▶ _Task requirements_: Begin at the line containing "Read this map" and end at the final line of the entries. Please reproduce those lines exactly.

▶ _Material shown_:
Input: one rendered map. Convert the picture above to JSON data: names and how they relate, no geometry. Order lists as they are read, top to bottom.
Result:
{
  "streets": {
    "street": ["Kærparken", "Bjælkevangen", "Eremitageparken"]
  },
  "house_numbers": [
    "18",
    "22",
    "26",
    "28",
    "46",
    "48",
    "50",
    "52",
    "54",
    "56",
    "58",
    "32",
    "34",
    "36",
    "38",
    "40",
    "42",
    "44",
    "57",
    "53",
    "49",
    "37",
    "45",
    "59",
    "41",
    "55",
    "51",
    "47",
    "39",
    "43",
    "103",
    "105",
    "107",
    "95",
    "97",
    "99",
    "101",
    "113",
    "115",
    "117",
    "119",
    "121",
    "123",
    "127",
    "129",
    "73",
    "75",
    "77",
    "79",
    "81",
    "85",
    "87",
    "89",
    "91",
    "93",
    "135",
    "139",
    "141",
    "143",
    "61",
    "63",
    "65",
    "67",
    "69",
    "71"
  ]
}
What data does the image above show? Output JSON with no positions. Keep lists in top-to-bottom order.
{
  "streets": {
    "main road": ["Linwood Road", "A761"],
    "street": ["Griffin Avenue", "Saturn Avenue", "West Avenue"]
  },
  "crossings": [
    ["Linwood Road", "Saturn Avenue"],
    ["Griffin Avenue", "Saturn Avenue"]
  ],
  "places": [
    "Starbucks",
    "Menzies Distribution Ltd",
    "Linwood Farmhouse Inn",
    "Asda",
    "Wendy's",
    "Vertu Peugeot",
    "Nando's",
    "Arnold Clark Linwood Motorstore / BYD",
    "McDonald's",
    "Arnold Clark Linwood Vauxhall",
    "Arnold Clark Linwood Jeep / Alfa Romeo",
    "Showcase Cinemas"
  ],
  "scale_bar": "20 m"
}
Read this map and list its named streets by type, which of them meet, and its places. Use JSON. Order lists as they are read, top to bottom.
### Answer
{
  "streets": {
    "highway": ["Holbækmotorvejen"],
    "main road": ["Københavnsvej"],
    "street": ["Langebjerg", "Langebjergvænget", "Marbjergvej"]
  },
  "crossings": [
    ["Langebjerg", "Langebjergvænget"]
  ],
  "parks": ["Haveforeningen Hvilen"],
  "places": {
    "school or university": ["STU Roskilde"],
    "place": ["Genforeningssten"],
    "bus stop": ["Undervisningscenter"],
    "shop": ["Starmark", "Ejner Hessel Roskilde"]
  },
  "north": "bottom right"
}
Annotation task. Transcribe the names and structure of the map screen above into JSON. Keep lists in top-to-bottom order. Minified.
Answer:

▶ _Solution to this task_:
Read this map and list its named streets by type, which of them meet, and its places. Use JSON. Order lists as they are read, top to bottom.
### Answer
{
  "streets": {
    "highway": ["Holbækmotorvejen"],
    "main road": ["Københavnsvej"],
    "street": ["Langebjerg", "Langebjergvænget", "Marbjergvej"]
  },
  "crossings": [
    ["Langebjerg", "Langebjergvænget"]
  ],
  "parks": ["Haveforeningen Hvilen"],
  "places": {
    "school or university": ["STU Roskilde"],
    "place": ["Genforeningssten"],
    "bus stop": ["Undervisningscenter"],
    "shop": ["Starmark", "Ejner Hessel Roskilde"]
  },
  "north": "bottom right"
}
Annotation task. Transcribe the names and structure of the map screen above into JSON. Keep lists in top-to-bottom order. Minified.
Answer:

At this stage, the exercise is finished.